Me dijo todo esto una hora larga después de llegar yo a la casa, y entonces yo ya había estado en la habitación de la señora Ayres. Tuve que armarme de valor para entrar, parado ante la puerta con la llave en la mano. Yo también pensaba en que Caroline había estado allí antes que yo y que había empujado la puerta y la había encontrado cerrada… Me estremeció la primera visión de la cara hinchada y oscurecida de la señora Ayres; faltaba lo peor, no obstante, porque cuando le abrí el camisón para examinar su cuerpo descubrí una veintena de pequeños cortes y magulladuras, al parecer por todo el torso y los miembros. Algunos eran nuevos, otros casi sin color. La mayoría eran simples rasguños y pellizcos. Pero vi con horror que un par de ellos casi parecían marcas de mordiscos.
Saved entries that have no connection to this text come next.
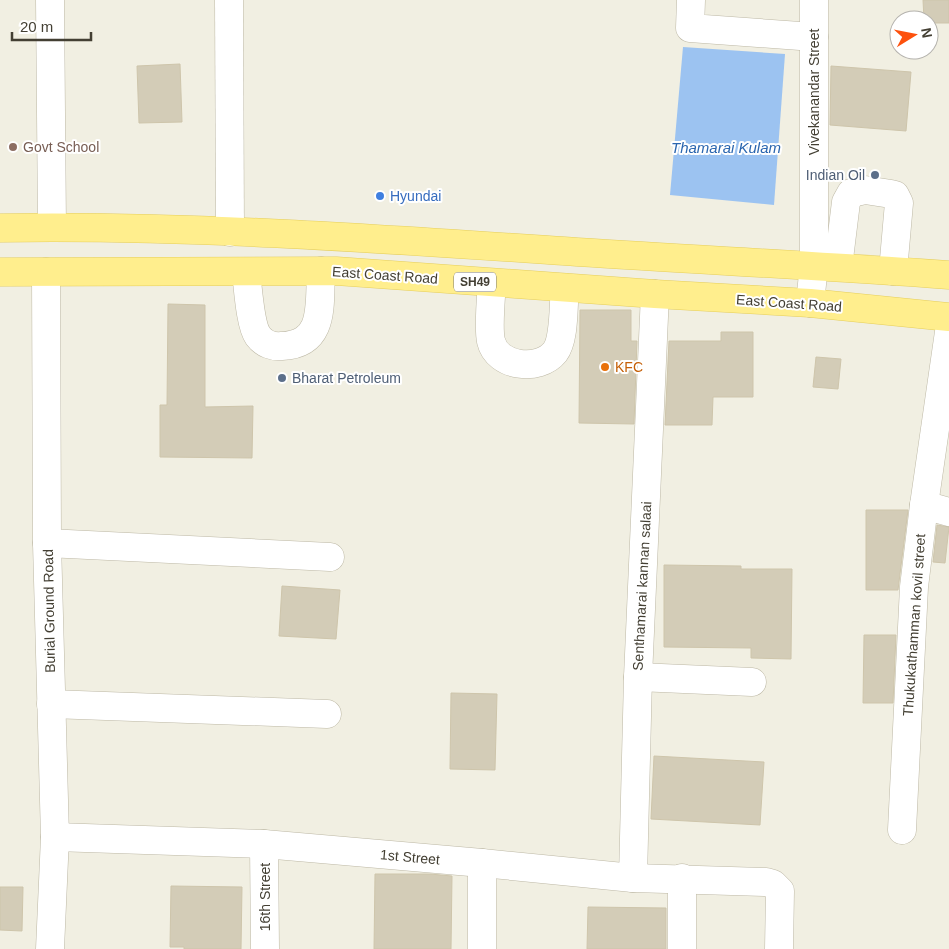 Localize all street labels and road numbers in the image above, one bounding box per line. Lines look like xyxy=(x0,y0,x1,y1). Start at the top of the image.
street label: Vivekanandar Street xyxy=(806,29,822,155)
street label: East Coast Road xyxy=(332,263,438,287)
road number: SH49 xyxy=(454,272,496,292)
street label: East Coast Road xyxy=(736,291,842,315)
street label: Senthamarai kannan salaai xyxy=(630,501,654,671)
street label: Thukukathamman kovil street xyxy=(900,533,928,717)
street label: Burial Ground Road xyxy=(40,549,58,673)
street label: 1st Street xyxy=(379,846,441,868)
street label: 16th Street xyxy=(257,863,273,931) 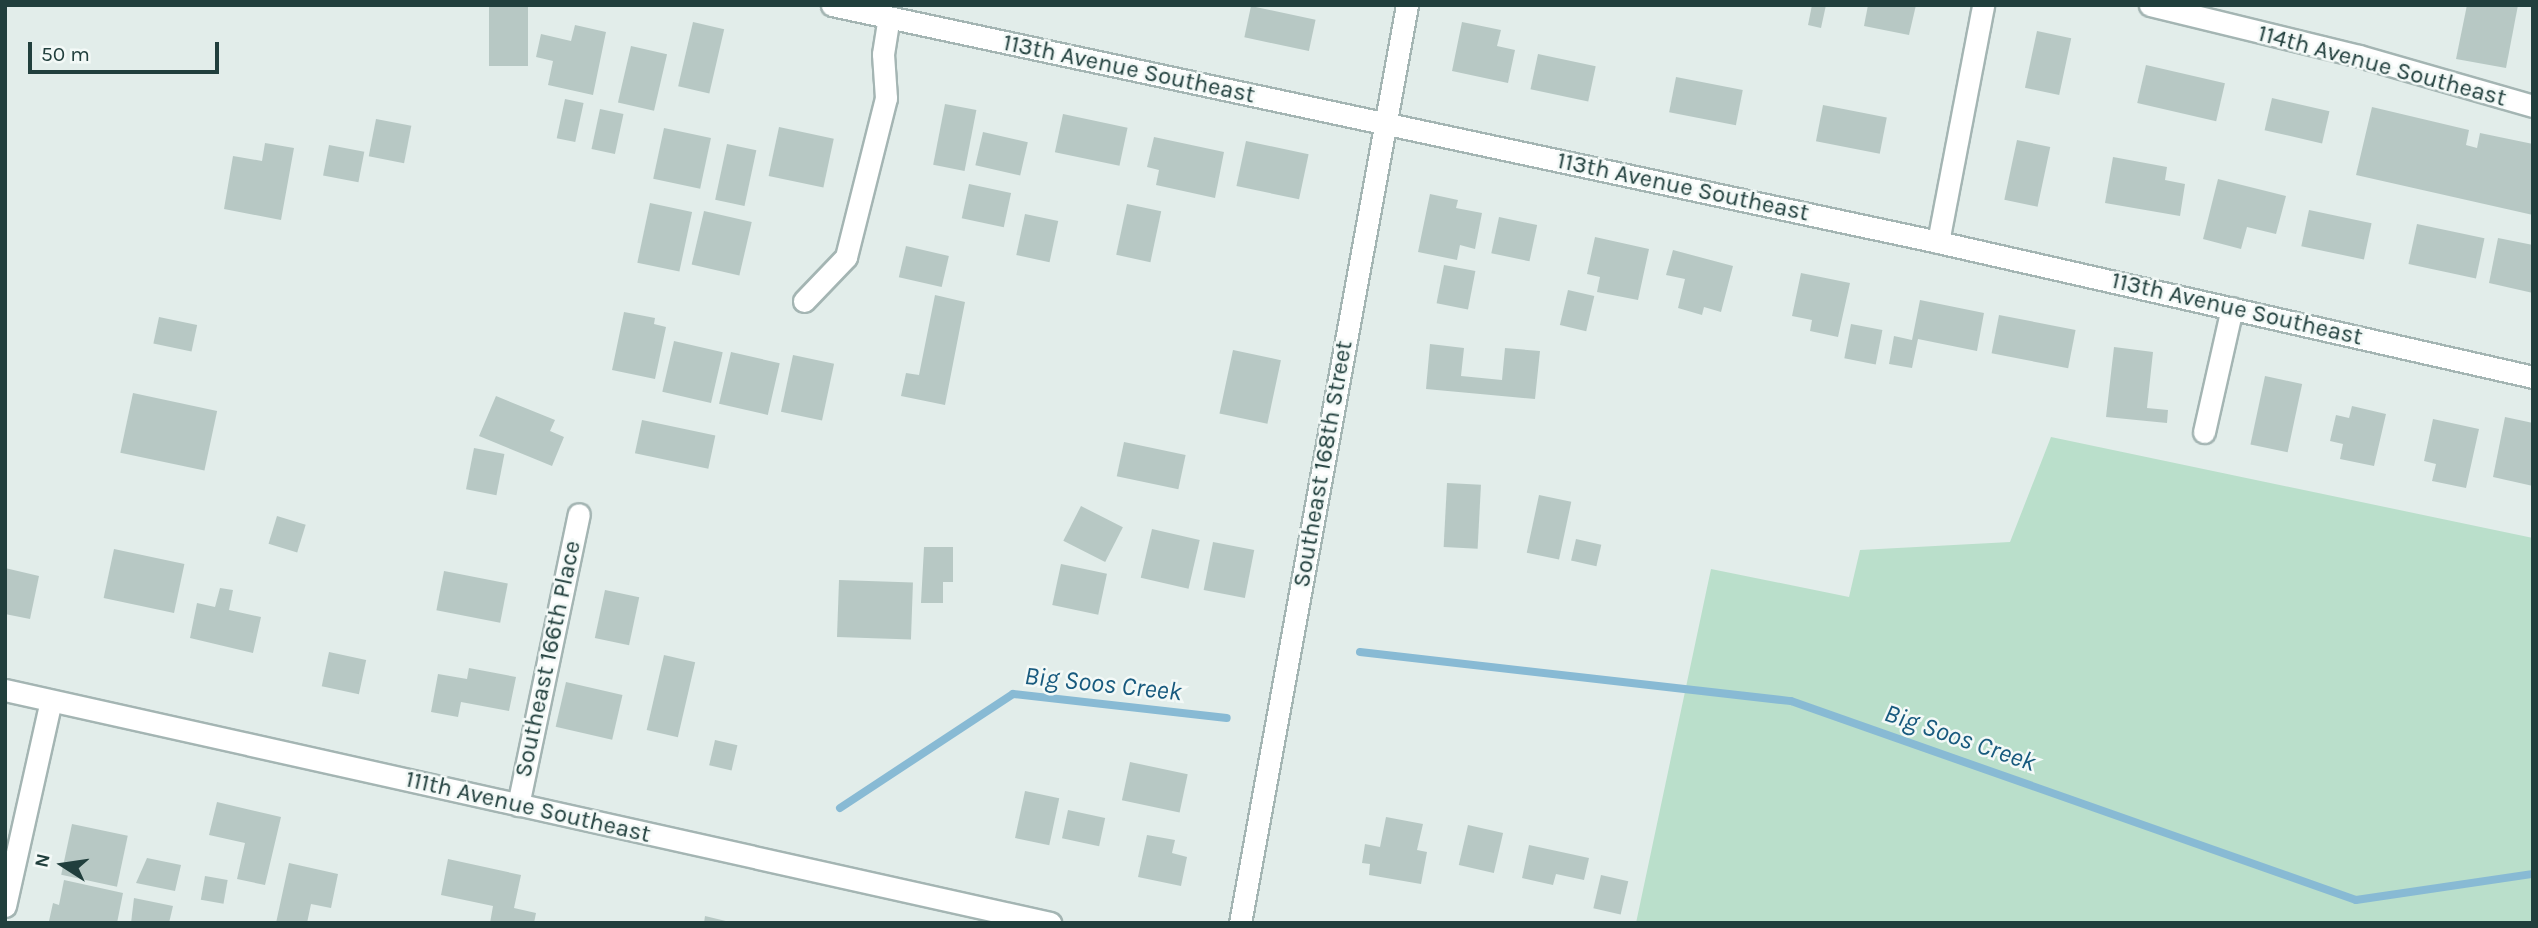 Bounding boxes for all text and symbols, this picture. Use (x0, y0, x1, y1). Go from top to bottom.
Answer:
street label: 114th Avenue Southeast (2255, 19, 2509, 113)
scale bar (32, 28, 222, 72)
street label: 113th Avenue Southeast (1000, 28, 1258, 110)
text: 50 m (41, 42, 90, 66)
street label: 113th Avenue Southeast (1554, 146, 1812, 228)
street label: 113th Avenue Southeast (2109, 266, 2365, 352)
street label: Southeast 168th Street (1287, 338, 1359, 590)
street label: Southeast 166th Place (509, 538, 587, 780)
water label: Big Soos Creek (1023, 660, 1183, 708)
water label: Big Soos Creek (1880, 697, 2040, 779)
street label: 111th Avenue Southeast (403, 765, 653, 849)
north arrow (28, 830, 98, 900)
text: N (30, 852, 55, 870)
Los más recientes, todavía manchados de sangre, a todas luces habían sido hechos muy poco antes de la muerte: en otras palabras, en aquel lapso relativamente breve transcurrido entre que Caroline hubo dejado a su madre, a las cinco de la mañana, y la aparición de Betty con la bandeja del desayuno, a las ocho. Era inimaginable el terror y la desesperación que debieron de apoderarse de la señora Ayres en aquellas tres horas aciagas. El Veronal debería haberla mantenido dormida mucho más allá de la hora en que Caroline se había marchado; de algún modo, sin embargo, se había despertado, se había levantado y, de forma calculada, cerrado con llave la puerta de su dormitorio, y después se había desembarazado de la llave e iniciado la actividad sistemática de torturarse hasta la muerte.